A l’occasion du séminaire de formation des élus, j’avais le plaisir d’animer une table ronde sur les valeurs de la République dans les territoires. Un sujet évidemment très sensible dans la période présente.

Je l’ai introduite sur le constat suivant : nous sommes tous bousculés pour dire ce qu’est la République. Qu’est-ce qui nous rassemble, nous transcende si nous refusons l’image rétrécie et caricaturale de notre identité véhiculée par la droite ? Comment dire notre engagement pour la liberté, pour l’égalité, contre le racisme, le sexisme, les discriminations sans faiblir sur la neutralité des acteurs publics et l’exigence de vivre ensemble ?

Pour François Rebsamen, président de notre fédération d’élus, nous devons agir autour de trois engagements fondamentaux : laïcité, lutte contre les discriminations, respect des diversités. Alain Richard, sénateur, retient deux clés : la citoyenneté et pour la partager et apprendre à la vivre, le service public. Le propos de Bernard Cazeneuve, ministre de l’intérieur très vivement applaudi, portait sur trois thèmes principaux : la laïcité, les moyens de la puissance publique et de sa sécurité, la lutte contre les radicalités.

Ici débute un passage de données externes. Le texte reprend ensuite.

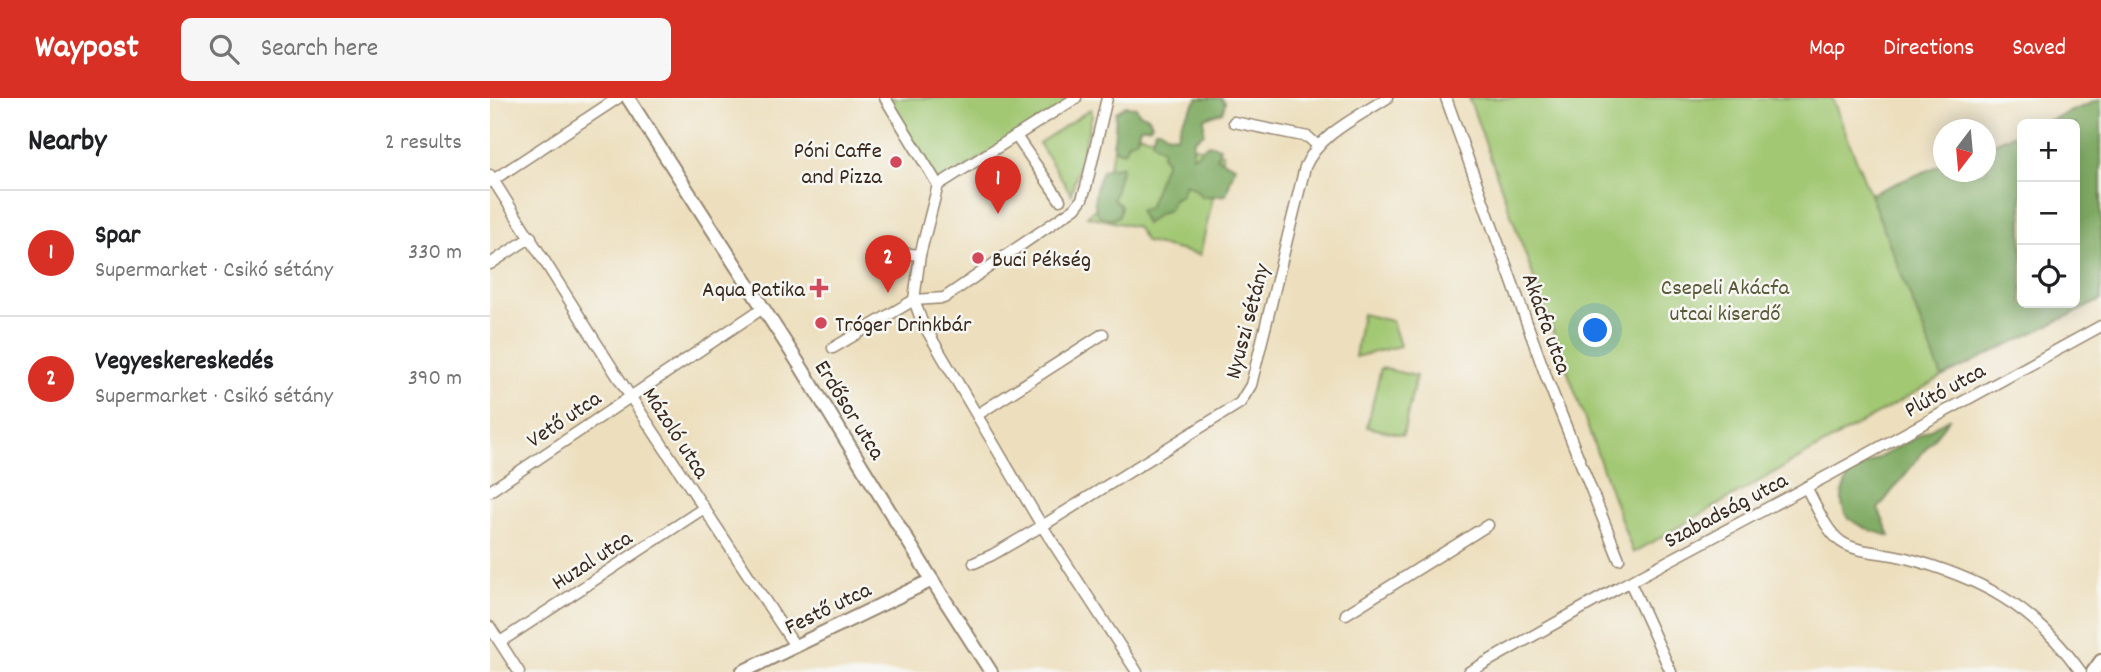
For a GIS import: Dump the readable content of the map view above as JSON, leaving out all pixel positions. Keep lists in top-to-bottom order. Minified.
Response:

– la laïcité, dans ce qu’elle est neutralité de l’Etat et libertés individuelles. J’ai apprécié les mots et les idées, fortes et claires, portées par le Ministre.
– les moyens de la puissance publique : rappelons que ceux qui appellent de leurs vœux avec bruit plus de police sont ceux qui ont diminué les effectifs de police et gendarmerie et désorganisé le renseignement en France. Depuis 2012, les effectifs de police ont augmenté et c’était nécessaire.
– la lutte contre les radicalités, c’est tout particulièrement, dans cette période, la lutte contre le radicalisme islamique. Bernard Cazeneuve a fait appel aux élus pour leur connaissance des territoires pour accompagner l’engagement de l’Etat dans des programmes de dé-radicalisation.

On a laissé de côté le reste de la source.